Healthcare-associated infections go underreported, RO health minister says
Romania’s health minister Alexandru Rafila admitted that reporting regarding healthcare-associated infections, the so-called hospital-acquired or nosocomial infections, has little to do with reality. On the other side, doctors ask for hospital-borne infections to be ‘decriminalized’ and for courts to be able to judge only clear cases of malpractice.
On paper, hospitals in Romania are spotless.

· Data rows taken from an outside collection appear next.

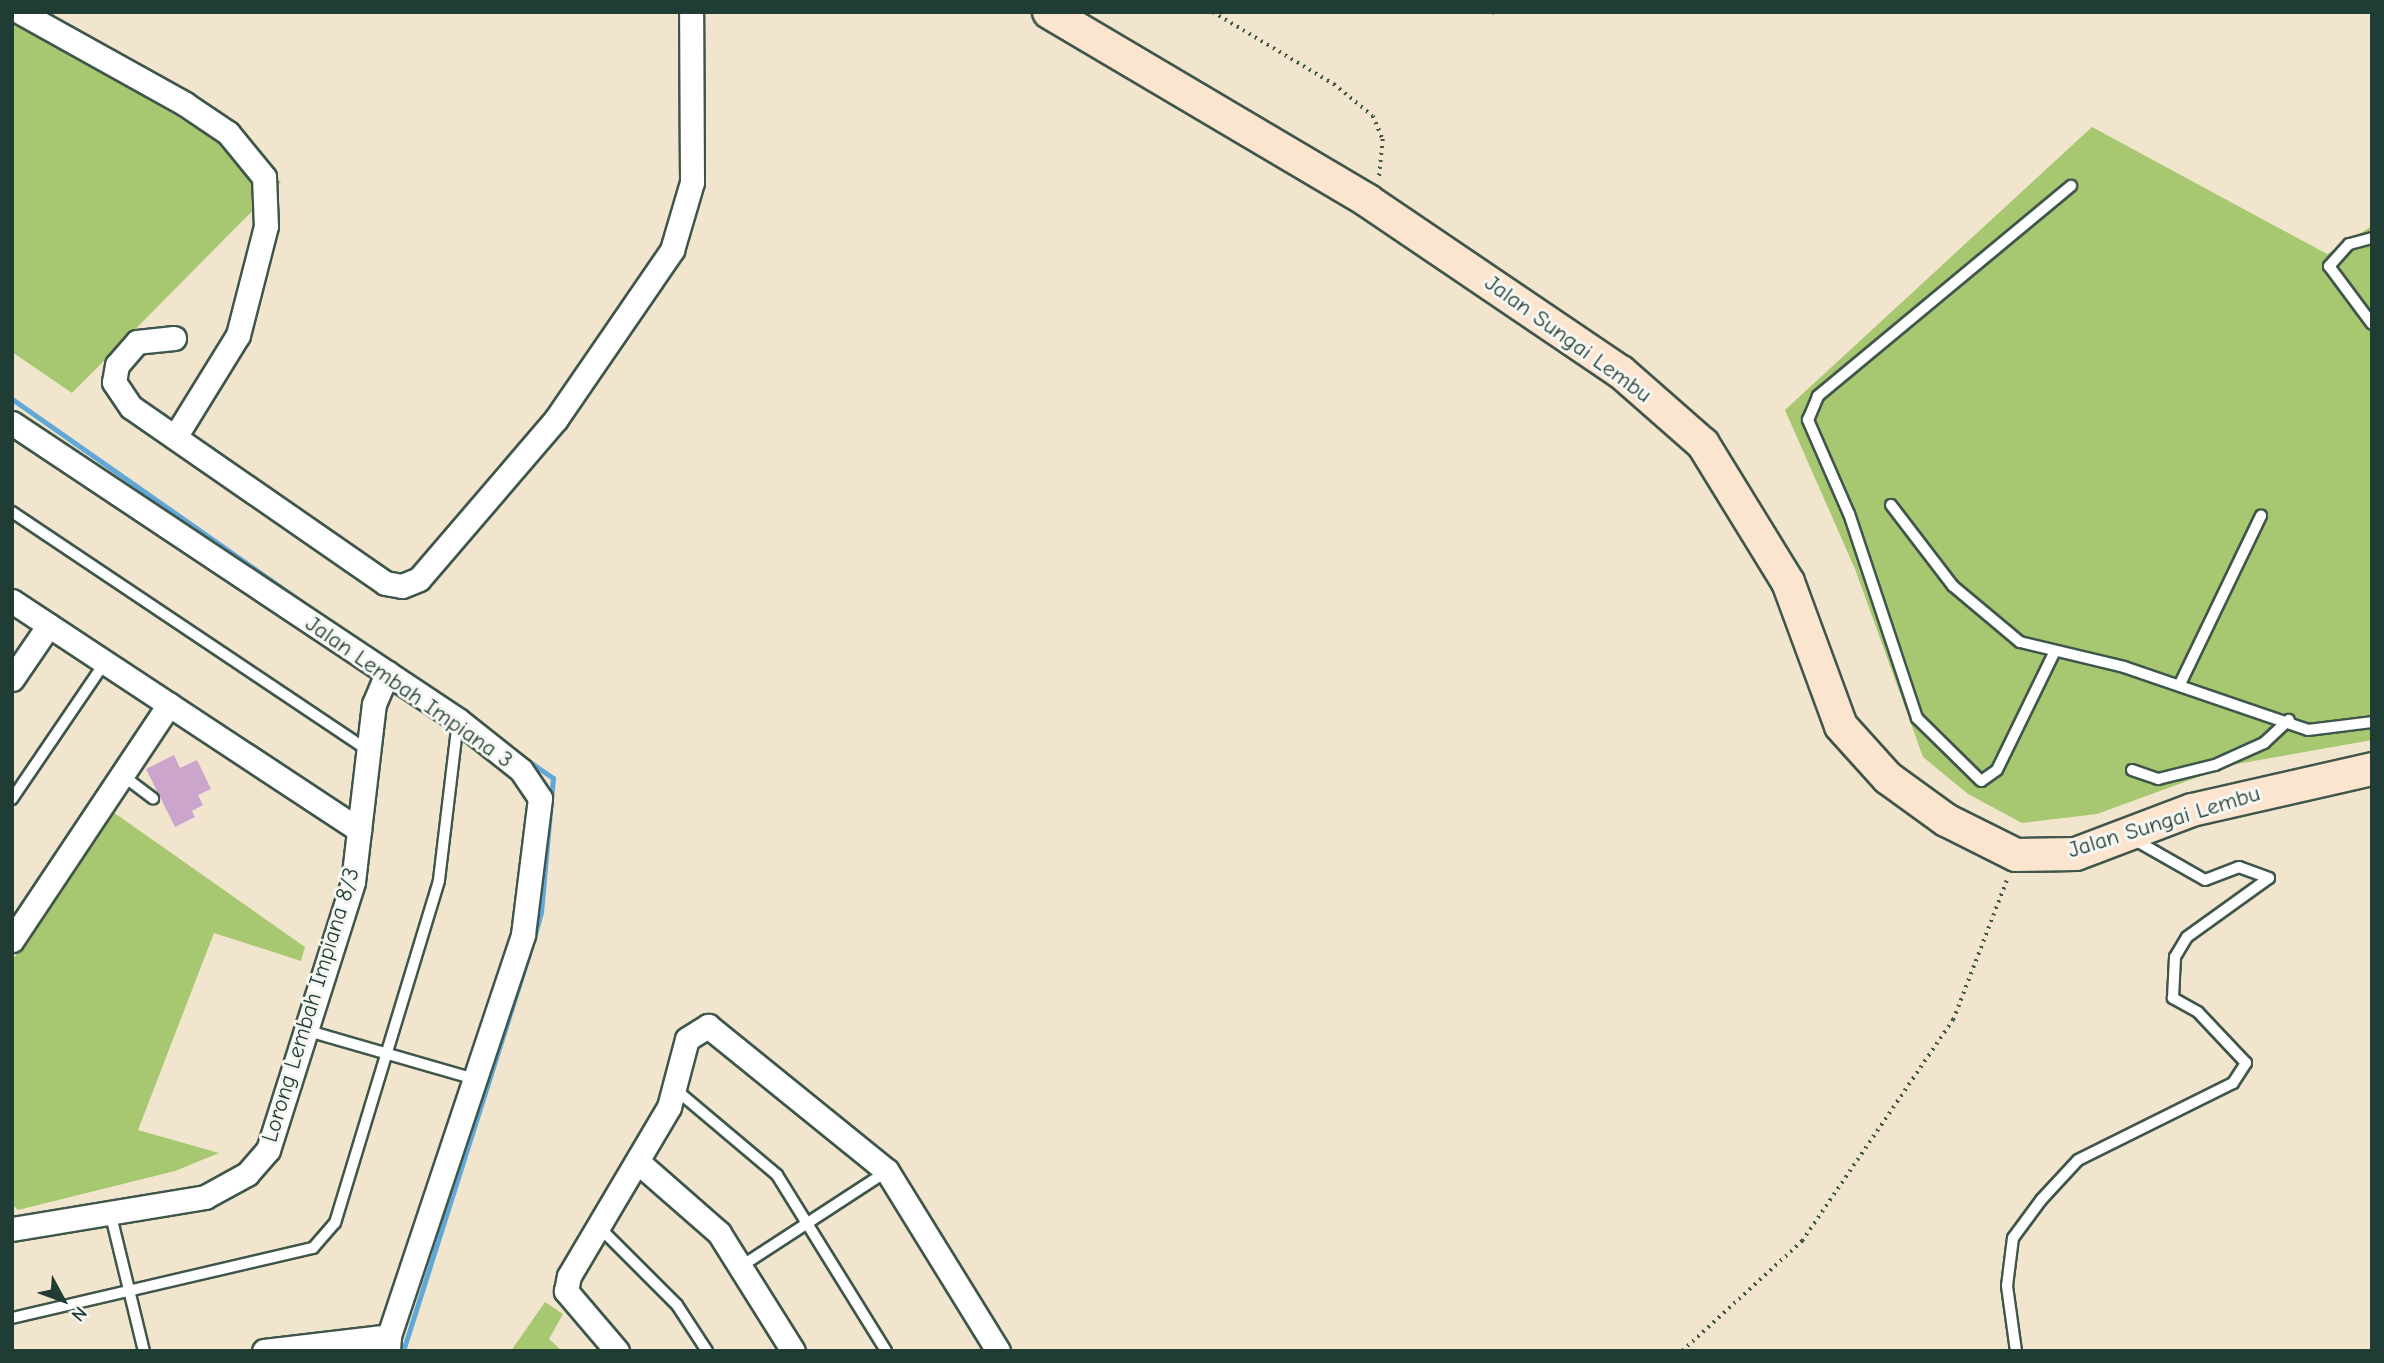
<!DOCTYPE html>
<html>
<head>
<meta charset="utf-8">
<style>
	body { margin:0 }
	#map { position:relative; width:2384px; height:1363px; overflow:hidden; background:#f2e5ce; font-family:"Comic Neue",sans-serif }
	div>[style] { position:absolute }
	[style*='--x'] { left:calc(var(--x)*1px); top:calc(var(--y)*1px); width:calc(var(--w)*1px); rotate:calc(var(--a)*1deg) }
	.green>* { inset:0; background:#a7c770 }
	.stream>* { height:5px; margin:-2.5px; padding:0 2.5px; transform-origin:2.5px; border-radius:2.5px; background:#60a8d7 }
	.building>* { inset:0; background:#cba5cb }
	.path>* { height:3.5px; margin-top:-1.75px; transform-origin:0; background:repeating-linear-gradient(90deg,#3f564b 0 2px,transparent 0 7px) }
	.roads { filter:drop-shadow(2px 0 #3f564b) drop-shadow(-2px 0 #3f564b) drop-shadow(0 2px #3f564b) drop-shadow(0 -2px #3f564b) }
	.lane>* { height:10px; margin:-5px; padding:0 5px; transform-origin:5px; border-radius:5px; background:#fff }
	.street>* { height:23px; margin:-11.5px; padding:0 11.5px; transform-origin:11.5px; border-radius:11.5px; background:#fff }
	.secondary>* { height:32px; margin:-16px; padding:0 16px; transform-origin:16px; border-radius:16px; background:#fce5cf }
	span { translate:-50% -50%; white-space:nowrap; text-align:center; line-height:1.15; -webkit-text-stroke:6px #f6f6f2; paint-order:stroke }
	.street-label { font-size:23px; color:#1f3d34 }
	.frame { position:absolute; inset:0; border:14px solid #1f3d34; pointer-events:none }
	.north { position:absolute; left:28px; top:1265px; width:70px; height:70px; -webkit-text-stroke:5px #f6f6f2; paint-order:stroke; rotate:131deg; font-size:19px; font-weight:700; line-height:28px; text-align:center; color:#1f3d34 }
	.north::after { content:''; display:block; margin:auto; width:24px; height:32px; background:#1f3d34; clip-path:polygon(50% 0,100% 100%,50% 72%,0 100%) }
</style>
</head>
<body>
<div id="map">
	<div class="green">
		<div style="clip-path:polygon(12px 12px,281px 182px,72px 393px,12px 352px)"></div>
		<div style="clip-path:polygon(2092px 127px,2327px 254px,2372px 226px,2372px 740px,2231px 765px,2097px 814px,2022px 823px,1968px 794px,1923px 757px,1855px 569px,1785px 410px)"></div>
		<div style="clip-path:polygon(113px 812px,305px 947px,301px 961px,214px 933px,138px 1130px,219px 1153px,175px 1171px,18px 1210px,12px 1204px,12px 961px)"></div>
		<div style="clip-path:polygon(545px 1302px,563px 1314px,549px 1339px,562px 1351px,511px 1351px)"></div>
	</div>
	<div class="stream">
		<div style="--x:12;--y:399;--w:370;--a:35"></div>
		<div style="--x:518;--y:754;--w:42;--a:34.4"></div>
		<div style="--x:553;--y:778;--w:135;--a:95.1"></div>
		<div style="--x:541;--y:912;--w:30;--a:105"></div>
		<div style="--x:403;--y:1351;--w:417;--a:-72.4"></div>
	</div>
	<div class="building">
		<div style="clip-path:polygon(174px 755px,180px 768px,197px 760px,211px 789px,198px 795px,203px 805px,192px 811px,195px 817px,175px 827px,146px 769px)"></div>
	</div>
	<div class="path">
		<div style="--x:1213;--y:12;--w:141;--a:30.8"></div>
		<div style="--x:1334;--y:84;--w:50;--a:39.4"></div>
		<div style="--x:1373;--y:116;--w:25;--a:67"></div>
		<div style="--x:1383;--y:139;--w:41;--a:95.6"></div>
		<div style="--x:1493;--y:12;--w:7;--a:34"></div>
		<div style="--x:1682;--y:1351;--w:163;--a:-42.5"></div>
		<div style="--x:1802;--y:1241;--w:268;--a:-55.7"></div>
		<div style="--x:1953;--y:1020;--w:153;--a:-69"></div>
	</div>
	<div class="roads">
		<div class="lane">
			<div style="--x:2372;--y:238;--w:24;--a:165"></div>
			<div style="--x:2349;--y:244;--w:30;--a:132"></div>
			<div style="--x:2329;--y:266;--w:72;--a:53.4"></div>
			<div style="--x:1891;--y:505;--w:102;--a:52.6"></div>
			<div style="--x:1953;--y:586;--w:87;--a:39.9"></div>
			<div style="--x:2020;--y:642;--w:107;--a:13.5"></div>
			<div style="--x:2124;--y:667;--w:194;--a:18.9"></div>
			<div style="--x:2308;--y:730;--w:64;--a:-7.1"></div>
			<div style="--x:12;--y:512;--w:427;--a:33.8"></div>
			<div style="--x:2054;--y:653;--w:130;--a:116"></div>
			<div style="--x:1997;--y:770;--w:19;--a:145"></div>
			<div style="--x:1981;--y:781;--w:90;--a:-135.5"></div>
			<div style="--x:1917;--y:718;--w:215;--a:-108.4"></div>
			<div style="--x:1849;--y:514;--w:103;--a:-113.6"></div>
			<div style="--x:1808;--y:420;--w:26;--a:-67"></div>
			<div style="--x:1818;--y:396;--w:329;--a:-39.7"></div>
			<div style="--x:2180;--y:684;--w:187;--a:-64.3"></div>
			<div style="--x:2132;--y:770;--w:28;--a:19"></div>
			<div style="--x:2158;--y:779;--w:59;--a:-13.8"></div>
			<div style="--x:2215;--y:765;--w:54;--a:-24.2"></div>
			<div style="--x:2264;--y:743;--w:34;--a:-43"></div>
			<div style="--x:122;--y:775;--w:39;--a:37"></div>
			<div style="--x:12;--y:799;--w:166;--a:-55.8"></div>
			<div style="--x:305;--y:1030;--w:177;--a:16.1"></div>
			<div style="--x:675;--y:1089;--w:133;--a:40.1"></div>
			<div style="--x:777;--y:1175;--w:207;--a:58.2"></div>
			<div style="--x:111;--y:1216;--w:139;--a:76.3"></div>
			<div style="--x:597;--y:1225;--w:113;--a:45"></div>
			<div style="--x:677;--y:1305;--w:55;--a:56.9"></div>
			<div style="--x:740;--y:1267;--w:176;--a:-33.1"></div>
			<div style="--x:12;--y:1318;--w:309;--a:-13.1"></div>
			<div style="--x:313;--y:1248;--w:33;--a:-49"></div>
			<div style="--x:335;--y:1223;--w:358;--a:-73.1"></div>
			<div style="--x:439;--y:880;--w:161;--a:-83.2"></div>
			<div style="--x:2016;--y:1351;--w:66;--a:-97.9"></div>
			<div style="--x:2007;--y:1286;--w:48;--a:-82.9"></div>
			<div style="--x:2013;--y:1238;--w:47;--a:-53.6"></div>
			<div style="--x:2041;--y:1200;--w:54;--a:-47.2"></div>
			<div style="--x:2078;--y:1160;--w:173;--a:-26.4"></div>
			<div style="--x:2233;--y:1083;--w:24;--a:-57"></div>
			<div style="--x:2246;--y:1063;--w:70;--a:-133.3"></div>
			<div style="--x:2198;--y:1012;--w:29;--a:-151"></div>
			<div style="--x:2173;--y:998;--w:41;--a:-87.2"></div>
			<div style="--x:2175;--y:957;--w:23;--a:-59"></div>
			<div style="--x:2187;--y:937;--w:101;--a:-35.7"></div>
			<div style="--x:2269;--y:878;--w:32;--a:-160"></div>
			<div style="--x:2239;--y:867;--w:36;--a:159"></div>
			<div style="--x:2205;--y:880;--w:83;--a:-150.3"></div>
		</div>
		<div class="street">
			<div style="--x:20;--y:12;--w:189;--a:29.1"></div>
			<div style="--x:185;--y:104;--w:52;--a:34"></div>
			<div style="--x:228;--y:133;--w:57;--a:50.7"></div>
			<div style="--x:264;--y:177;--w:49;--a:87.7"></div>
			<div style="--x:266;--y:226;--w:113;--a:104.4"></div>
			<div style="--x:238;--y:335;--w:120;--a:121.7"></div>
			<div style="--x:174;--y:338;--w:37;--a:174"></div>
			<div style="--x:137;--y:342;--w:30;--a:131"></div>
			<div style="--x:117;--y:365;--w:17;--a:100"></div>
			<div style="--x:114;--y:382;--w:30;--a:56"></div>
			<div style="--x:131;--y:407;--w:309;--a:34.7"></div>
			<div style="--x:385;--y:583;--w:17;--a:10"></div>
			<div style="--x:402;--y:586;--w:18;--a:-22"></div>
			<div style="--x:419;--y:579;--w:211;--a:-49.4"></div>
			<div style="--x:556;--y:419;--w:205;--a:-55.5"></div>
			<div style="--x:672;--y:250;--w:71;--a:-73.6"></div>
			<div style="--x:692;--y:182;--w:170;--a:-90.3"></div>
			<div style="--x:12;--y:423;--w:536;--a:33.66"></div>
			<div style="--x:458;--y:720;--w:80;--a:38.4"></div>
			<div style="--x:521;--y:770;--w:34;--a:56"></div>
			<div style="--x:540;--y:798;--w:138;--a:97.1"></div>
			<div style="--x:523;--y:935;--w:423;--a:108.5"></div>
			<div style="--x:12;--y:601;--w:416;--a:33.4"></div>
			<div style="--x:12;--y:679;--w:65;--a:-55.6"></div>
			<div style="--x:12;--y:940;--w:283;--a:-56.3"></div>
			<div style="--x:638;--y:1162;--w:108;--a:41.2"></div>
			<div style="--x:719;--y:1233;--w:139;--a:57.9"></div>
			<div style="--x:12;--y:1229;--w:196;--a:-9.4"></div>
			<div style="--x:205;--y:1197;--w:48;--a:-28.7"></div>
			<div style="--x:247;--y:1174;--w:32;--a:-49"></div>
			<div style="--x:268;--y:1150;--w:281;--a:-72.4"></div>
			<div style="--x:353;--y:882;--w:179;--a:-83.3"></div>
			<div style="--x:374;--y:704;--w:34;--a:-67"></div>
			<div style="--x:264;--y:1351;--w:126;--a:-6.8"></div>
			<div style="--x:389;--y:1336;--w:13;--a:94"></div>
			<div style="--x:617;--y:1351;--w:79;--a:-130.4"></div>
			<div style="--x:566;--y:1291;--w:15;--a:-79"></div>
			<div style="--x:569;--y:1276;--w:196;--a:-59.4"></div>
			<div style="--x:669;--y:1107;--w:70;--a:-75.2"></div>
			<div style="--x:687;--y:1039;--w:25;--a:-32"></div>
			<div style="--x:708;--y:1026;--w:230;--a:39"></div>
			<div style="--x:887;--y:1171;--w:211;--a:58.3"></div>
		</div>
		<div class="secondary">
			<div style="--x:1049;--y:12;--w:371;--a:30.6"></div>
			<div style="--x:1368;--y:201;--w:305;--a:34.1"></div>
			<div style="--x:1621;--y:372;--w:109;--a:41.3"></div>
			<div style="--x:1703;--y:444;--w:162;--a:58.4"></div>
			<div style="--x:1788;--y:582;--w:153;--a:69.8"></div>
			<div style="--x:1841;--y:726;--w:70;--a:47.9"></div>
			<div style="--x:1888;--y:778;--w:72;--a:35.9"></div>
			<div style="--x:1946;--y:820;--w:78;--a:26.6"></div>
			<div style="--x:2016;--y:855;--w:60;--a:-1"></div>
			<div style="--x:2076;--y:854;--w:124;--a:-20.8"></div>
			<div style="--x:2192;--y:810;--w:185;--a:-12.8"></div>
		</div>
	</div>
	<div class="street-label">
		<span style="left:1568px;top:339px;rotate:36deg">Jalan Sungai Lembu</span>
		<span style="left:409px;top:692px;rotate:35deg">Jalan Lembah Impiana 3</span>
		<span style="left:2164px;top:822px;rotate:-17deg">Jalan Sungai Lembu</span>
		<span style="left:311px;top:1005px;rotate:-73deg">Lorong Lembah Impiana 8/3</span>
	</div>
	<div class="frame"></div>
	<div class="north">N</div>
</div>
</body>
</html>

Managers of hospitals with high infection rates are penalized, so they are incentivized to hide them.
Data recently reported by hospitals all over Romania shows a slight increase, from 0.2% to 2%, in healthcare-associated infections. According to health minister Rafila, the real figure is close to 5.9%, while the European average is 8%.
“There is a threefold difference between the reported figure and the real number,” said Rafila, quoted by Digi24. To remedy the situation, the health minister wants hospitals to report a nosocomial infection rate of at least 3%.
Faulty reporting leads to faulty policymaking, but doctors in Romania want healthcare-associated infections to be decriminalized.
“It is a common element of any hospital in this world. Nosocomial infection should be criminalized only when there are no specific procedures for the prevention of infections in the hospital in question, or they have not been followed,” said dr. Cătălin Apostolescu, manager of the Matei Balș Institute for Infectious Disease.
Sixty-five people died as a result of the 2015 Colectiv fire. Nosocomial infections allegedly played a role in the deaths of 23 of the victims who escaped the initial fire.